The IT article reported that SSA Fund could collapse after ten years or benefits reduced at the current level of performance.

“SSA currently pays out $28 million in benefits annually and receives $17 million from contributions. This means it has to pull out a little over $10 million from the invested Retirement Funds to cover the difference. The SSA Retirement Fund investment is around $88 million. So pulling out $10 million annually means the fund will either collapse in 10 years or the retirees, after ten years, will only be getting reduced benefits based on what SSA receives from contributions, which this year is $17 million.”

Senate’s letter said it is “misleading and reckless to project that this poor performance will continue for the next ten years.”

The 2022 Economic Brief for the Republic of Palau, published June 2022, in its review of the Public Financial Institutions sector, said, “A recent actuarial evaluation of SS incorporating recent awards of unfunded benefits, find that the system was at risk of collapse by the end of the decade.”

While Senate is correct in quoting the Callund Consulting report from FY 2016 to FY2020, the latest reports indicate that Social Security’s position has declined after the COVID-19 pandemic impacted the economy.  SS Fund investment income has also declined compared to the pre-covid period, the number of employees that contributed to SS has dropped as a result of business closures and previous contributions have dropped from $19.5 million in 2020 to $17 million while the number of benefit payments has remained the same.  SSA Fund was valued at $112 million in 2020, now, it is at $88 million. 

In the Senate Ways & Means letter, Senator Inabo denied that the two supplemental benefits did not comply with the requirement for an actuarial study., “The statement that the two supplemental benefits in question did not comply with the requirement for an actuarial study is simply not true.”

“As our attorney explained to the court, the Olbiil Era Kelulau treats financial issues with the utmost seriousness, and we had considered the recent actuarial studies performed by Callund Consulting and audited financial reports performed by Deloitte when the laws in question were passed,” asserted the OEK letter.

But at the Senate Committee on Ways and Means Public Hearing With Social Security on November 21, 2022, Senator Inabo acknowledged that “If every election or every other year someone proposes an increase in benefit adjustment without an actuarial study, it will be a reason for Social Security’s financial position to deteriorate.  In the end, we will have to adjust by lowering benefits because we can’t afford it.”

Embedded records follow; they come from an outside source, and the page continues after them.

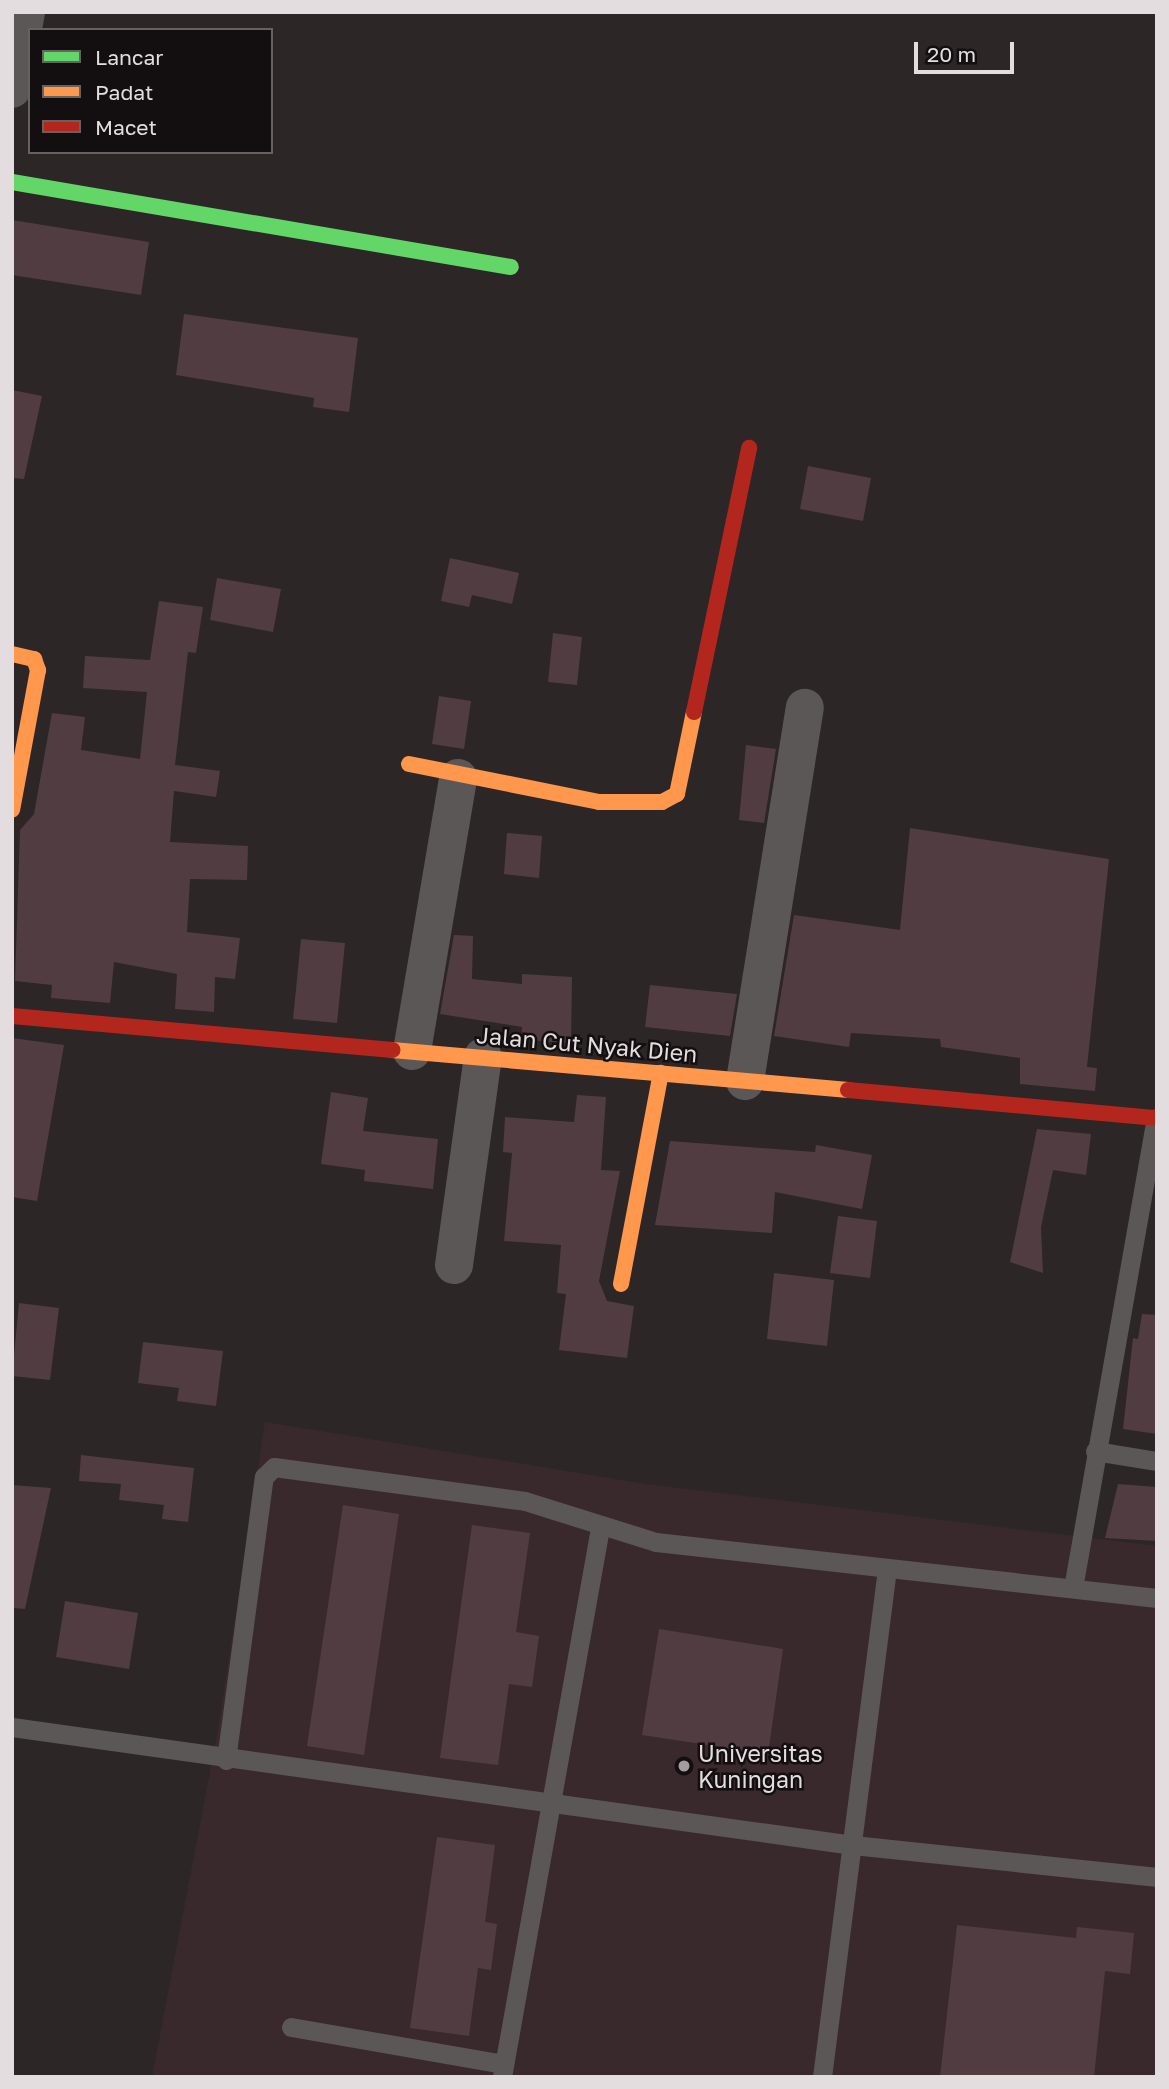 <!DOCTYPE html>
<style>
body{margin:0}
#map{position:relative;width:1169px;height:2089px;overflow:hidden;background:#2c2627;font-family:"Golos Text",sans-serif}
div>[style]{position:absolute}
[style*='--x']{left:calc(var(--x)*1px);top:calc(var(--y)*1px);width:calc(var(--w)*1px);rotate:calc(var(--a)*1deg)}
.built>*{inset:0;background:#39292d}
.building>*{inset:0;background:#513c42}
.lane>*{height:19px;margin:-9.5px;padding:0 9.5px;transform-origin:9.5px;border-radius:9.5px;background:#5b5757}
.street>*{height:38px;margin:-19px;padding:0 19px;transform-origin:19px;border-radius:19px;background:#5b5757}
.fast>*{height:16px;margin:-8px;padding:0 8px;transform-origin:8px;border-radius:8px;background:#63d668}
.slow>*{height:16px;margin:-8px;padding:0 8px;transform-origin:8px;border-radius:8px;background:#ff974d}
.jam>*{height:16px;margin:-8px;padding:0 8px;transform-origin:8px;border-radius:8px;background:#b3261e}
.dots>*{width:19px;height:19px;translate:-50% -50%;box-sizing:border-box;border:4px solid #130e0f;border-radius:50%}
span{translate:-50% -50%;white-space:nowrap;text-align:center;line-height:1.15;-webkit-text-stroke:5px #130e0f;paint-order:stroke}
.street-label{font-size:23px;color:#e4dddf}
.poi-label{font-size:23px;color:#e4dddf}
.left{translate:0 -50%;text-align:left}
.frame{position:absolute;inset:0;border:14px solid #e4dddf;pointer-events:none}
.legend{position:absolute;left:28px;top:28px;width:245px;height:126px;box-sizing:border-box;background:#130e0f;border:2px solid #676162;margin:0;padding:9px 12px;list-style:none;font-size:21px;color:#e4dddf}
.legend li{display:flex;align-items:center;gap:14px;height:35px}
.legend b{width:35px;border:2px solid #676162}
.scale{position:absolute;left:914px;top:42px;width:100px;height:32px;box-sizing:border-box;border:4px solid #e4dddf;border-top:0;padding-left:9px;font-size:21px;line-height:24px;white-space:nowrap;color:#e4dddf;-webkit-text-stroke:5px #130e0f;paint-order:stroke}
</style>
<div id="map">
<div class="built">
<div style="clip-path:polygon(265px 1422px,646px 1484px,1157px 1546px,1157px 2077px,152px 2077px,218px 1730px)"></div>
</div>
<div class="building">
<div style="clip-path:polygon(12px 220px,149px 242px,141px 295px,12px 275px)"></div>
<div style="clip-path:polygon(184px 314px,358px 338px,349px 412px,313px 407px,314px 398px,176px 375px)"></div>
<div style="clip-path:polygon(12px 390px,42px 396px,24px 479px,12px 478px)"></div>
<div style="clip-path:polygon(808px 466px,871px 478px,863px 521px,800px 509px)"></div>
<div style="clip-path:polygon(450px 558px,519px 573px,512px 604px,472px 595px,469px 607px,441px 601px)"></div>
<div style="clip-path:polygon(217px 578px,281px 589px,273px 632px,210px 620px)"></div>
<div style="clip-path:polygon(159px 601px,203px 607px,196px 653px,188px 652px,175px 765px,220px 771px,216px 797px,174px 791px,170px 842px,248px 846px,247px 880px,190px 879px,187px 932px,240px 938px,235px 979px,215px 977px,214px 1012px,175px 1009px,177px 974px,114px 962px,110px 1003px,51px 998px,52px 985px,15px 981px,20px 830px,34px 814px,52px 713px,85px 717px,81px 750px,140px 759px,147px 692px,83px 688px,85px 656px,150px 660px)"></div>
<div style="clip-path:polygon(553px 633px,582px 637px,577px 685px,548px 682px)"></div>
<div style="clip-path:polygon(439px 696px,471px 701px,464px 749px,432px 744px)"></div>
<div style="clip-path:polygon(746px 745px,776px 749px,764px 823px,739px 820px)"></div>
<div style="clip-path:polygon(910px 828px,1109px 859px,1087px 1067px,1097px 1068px,1095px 1091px,1020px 1084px,1020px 1058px,941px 1047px,940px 1039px,851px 1033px,849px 1047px,774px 1036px,794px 915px,900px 930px)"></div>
<div style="clip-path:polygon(507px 833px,542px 836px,539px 878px,504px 874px)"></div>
<div style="clip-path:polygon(454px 935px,473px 936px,472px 979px,522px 984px,522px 974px,572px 977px,571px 1044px,521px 1039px,522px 1027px,440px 1014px)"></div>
<div style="clip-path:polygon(301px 939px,345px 943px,337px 1023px,293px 1019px)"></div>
<div style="clip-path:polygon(650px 985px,737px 994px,730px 1036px,645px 1027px)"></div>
<div style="clip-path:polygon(12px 1038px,64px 1045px,37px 1201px,12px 1197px)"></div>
<div style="clip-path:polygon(331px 1092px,368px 1098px,363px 1131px,438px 1139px,433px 1189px,364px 1181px,365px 1170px,321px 1164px)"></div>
<div style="clip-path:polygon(577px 1095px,606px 1097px,601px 1170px,620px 1171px,599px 1281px,607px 1301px,634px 1306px,627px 1358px,559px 1350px,566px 1294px,557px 1293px,561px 1245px,504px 1241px,512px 1153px,503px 1152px,505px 1117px,574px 1122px)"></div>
<div style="clip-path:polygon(1037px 1129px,1091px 1134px,1086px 1175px,1053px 1170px,1041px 1227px,1043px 1273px,1010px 1262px)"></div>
<div style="clip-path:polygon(670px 1141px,815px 1152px,816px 1145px,872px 1155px,862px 1209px,775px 1192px,772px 1233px,655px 1225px)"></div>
<div style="clip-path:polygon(838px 1216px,877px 1221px,870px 1278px,830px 1273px)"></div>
<div style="clip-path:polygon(774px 1273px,834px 1280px,827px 1346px,767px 1339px)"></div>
<div style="clip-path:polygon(19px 1303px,59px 1308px,50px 1380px,12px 1376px)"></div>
<div style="clip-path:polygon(1142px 1314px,1157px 1315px,1157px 1434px,1123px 1429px,1133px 1338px,1138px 1339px)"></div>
<div style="clip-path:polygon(143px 1342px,223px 1351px,216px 1406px,177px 1401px,179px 1388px,138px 1383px)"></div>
<div style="clip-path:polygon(81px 1455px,194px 1468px,188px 1522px,162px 1519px,164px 1505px,119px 1500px,121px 1484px,79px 1481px)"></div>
<div style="clip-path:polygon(1118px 1484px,1157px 1487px,1157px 1541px,1105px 1538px)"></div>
<div style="clip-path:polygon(12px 1485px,51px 1488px,25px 1609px,12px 1608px)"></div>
<div style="clip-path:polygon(343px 1505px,399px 1514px,364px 1755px,307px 1746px)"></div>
<div style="clip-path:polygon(472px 1525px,530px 1533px,516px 1632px,539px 1636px,532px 1687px,509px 1684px,498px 1765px,440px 1758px)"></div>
<div style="clip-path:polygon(65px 1601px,138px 1613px,129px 1669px,56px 1657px)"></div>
<div style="clip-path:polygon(659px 1629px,783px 1649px,768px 1754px,642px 1735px)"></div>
<div style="clip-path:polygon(437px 1837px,495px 1845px,485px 1922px,497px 1924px,491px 1970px,478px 1968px,469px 2036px,410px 2028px)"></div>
<div style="clip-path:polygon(957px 1925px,1076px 1938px,1077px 1927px,1134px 1933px,1130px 1974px,1105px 1971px,1094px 2077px,940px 2077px)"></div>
</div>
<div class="lane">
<div style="--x:1095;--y:1451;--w:63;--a:9.2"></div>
<div style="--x:1073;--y:1588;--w:477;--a:-80"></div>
<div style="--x:12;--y:1727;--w:849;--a:7.99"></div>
<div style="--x:853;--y:1845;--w:306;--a:6"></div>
<div style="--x:226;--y:1760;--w:286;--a:-82.4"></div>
<div style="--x:264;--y:1477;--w:14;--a:-45"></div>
<div style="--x:274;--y:1467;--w:253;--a:7.7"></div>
<div style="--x:525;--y:1501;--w:137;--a:17.4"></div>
<div style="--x:656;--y:1542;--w:504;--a:6.38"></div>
<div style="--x:291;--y:2027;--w:215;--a:9.9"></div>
<div style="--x:502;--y:2077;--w:558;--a:-79.88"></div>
<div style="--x:822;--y:2077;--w:512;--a:-82.71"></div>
</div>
<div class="street">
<div style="--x:12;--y:89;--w:78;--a:-79.7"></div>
<div style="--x:412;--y:1051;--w:277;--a:-80.4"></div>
<div style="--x:745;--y:1081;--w:378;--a:-80.9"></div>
<div style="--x:454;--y:1265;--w:210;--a:-82.1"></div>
</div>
<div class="fast">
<div style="--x:12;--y:182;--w:506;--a:9.67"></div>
</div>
<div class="slow">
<div style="--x:12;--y:654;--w:23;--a:13"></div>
<div style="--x:34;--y:659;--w:12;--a:70"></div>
<div style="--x:38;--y:670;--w:142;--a:100.5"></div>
<div style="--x:409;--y:764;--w:194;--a:11.3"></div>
<div style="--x:599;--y:802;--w:63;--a:0"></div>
<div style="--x:662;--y:802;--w:17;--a:-28"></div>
<div style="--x:677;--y:794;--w:84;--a:-78.3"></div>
<div style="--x:392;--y:1050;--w:458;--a:5"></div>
<div style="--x:621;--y:1284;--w:215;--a:-79.3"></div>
</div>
<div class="jam">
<div style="--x:694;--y:712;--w:270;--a:-78.2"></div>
<div style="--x:12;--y:1016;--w:382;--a:5.1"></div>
<div style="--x:848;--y:1090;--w:310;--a:5.2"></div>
</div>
<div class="dots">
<div style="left:684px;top:1766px;background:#a49d9f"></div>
</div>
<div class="street-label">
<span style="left:587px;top:1044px;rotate:5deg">Jalan Cut Nyak Dien</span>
</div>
<div class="poi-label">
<span class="left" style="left:698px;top:1766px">Universitas<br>Kuningan</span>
</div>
<div class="frame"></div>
<ul class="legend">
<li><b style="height:9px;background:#63d668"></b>Lancar</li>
<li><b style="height:9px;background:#ff974d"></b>Padat</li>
<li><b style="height:9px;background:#b3261e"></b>Macet</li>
</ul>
<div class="scale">20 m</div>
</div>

The 2022 Economic Brief Report confirmed, “Actuarial evaluation indicates SS is in a rapidly deteriorating financial position. Until the recent actuarial assessment, the conventional wisdom had been that the SS system was on an even, if not fragile, keel. The revised assumptions, especially concerning the need to incorporate the two remaining unfunded supplemental benefits into the evaluation coupled with a lower rate of return on investments, turned the outlook from cash-flow balance into a rapidly deteriorating financial position.”

The future sustainability of SSA depends on several factors, such as the implementation of recommended policies, recovery of the economy, better performance of investment markets, and an increase in minimum wages.  Economic recovery looks like it’s further delayed, with now projections for 2025.  Social Security proposed reforms and minimum wage bills are seeing no traction in both houses of OEK.

The forecasted collapse of the SS Fund was why the working group convened in 2021 to find solutions for the sustainability of SS Fund. The current economic climate, decisions by SSA Board and OEK’s actions have a substantial impact on the future well-being SSA Fund and its beneficiaries.